CES 2006 - Day 3: Playstation 3, Quarter-size Hard Drives, SED and lots of TVsby Anand Lal Shimpi & Manveer Wasson on January 9, 2006 1:25 AM EST
- Posted in
- Trade Shows
Canon and Toshiba Demonstrate SED TVs
Canon and Toshiba have been working on yet another display technology called SED (Surface-conduction Electron-emitter Display). The goal of SED is to bring some of the good qualities of CRT displays (response time, brightness, black levels) to a fixed pixel, very thin, low power display.
The technology works very similarly to older CRT displays, except on a much smaller scale.

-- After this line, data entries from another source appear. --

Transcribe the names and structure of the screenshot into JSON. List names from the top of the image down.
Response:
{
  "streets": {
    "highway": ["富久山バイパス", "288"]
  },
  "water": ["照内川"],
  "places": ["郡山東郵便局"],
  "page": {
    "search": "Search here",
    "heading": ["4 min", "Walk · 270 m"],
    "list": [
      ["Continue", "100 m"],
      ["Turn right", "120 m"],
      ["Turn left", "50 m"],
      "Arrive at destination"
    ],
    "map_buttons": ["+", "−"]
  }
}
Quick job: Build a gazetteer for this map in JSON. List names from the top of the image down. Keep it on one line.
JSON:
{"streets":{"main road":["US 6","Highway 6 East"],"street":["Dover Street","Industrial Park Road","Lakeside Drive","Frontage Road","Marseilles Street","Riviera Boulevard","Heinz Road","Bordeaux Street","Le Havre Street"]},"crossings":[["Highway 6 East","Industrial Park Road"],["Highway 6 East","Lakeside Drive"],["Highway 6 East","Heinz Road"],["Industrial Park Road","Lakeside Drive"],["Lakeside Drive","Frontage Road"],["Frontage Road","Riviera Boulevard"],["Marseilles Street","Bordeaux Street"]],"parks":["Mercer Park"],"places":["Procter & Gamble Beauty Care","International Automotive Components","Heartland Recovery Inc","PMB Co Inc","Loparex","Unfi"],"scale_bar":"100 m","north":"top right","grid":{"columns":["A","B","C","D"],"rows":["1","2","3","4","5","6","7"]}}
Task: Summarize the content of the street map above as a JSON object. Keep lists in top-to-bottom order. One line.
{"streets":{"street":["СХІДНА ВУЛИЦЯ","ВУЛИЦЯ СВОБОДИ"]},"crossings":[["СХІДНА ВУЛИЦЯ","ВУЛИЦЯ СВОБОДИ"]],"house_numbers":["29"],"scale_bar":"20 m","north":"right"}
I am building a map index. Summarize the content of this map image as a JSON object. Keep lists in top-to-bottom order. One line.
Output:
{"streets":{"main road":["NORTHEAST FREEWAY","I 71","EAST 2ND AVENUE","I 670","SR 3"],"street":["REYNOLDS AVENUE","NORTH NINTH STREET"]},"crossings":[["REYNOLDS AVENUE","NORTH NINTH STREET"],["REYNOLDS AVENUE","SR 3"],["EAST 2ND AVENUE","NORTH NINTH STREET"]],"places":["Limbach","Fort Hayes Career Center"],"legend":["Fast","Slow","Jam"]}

In a CRT display a Cathode Ray Tube (CRT) would shoot electrons at phosphors behind the viewing glass to effectively paint the picture you see on your monitor. In a SED display, individual electron emitters shoot electrons on phosphors behind the viewing screen to create the pixels on your screen.
CRT vs. SED - provided by Canon Technology
How SED Works - provided by Canon Technology
Since a large CRT isn't necessary, SED TVs can be several centimeters thick rather than tens of inches. But with the response time, brightness, color reproduction and black levels comparable to CRT displays, SED technology has the potential to be the best of both worlds.
Like LCD and DLP technologies, SED displays are fixed pixel displays and there are three electron emitters per pixel. The downside to a fixed pixel display of course is that you end up sacrificing quality if you display content isn't at the same resolution as the native resolution of your display. In other words, there should be a 1:1 mapping of content pixels to each group of RGB electron emitters to obtain the absolute best image quality. However, as hardware scalers become more and more powerful the 1:1 pixel mapping problem becomes less important.
About six years ago Canon and Toshiba started working on developing SED technology for consumer TVs, and they are supposed to start shipping the first SED panels later this year. At the show both companies had demos of SED TVs (they looked to be around 30" diagonally). The conditions weren't perfect to truly evaluate the technology since they were in extremely dark rooms and with no other displays available for direct comparison. That being said, the image produced looked very nice. With no other types of TVs in the room we can't really say how it compared to LCD or Plasma TVs (SED's closest competitors), but it did look very good.
One thing we did notice was that the displays looked like they had extremely low refresh rates. You could see the screen refreshing much like a CRT set to 60Hz. Granted the technology is still pre-production so that could explain the issue.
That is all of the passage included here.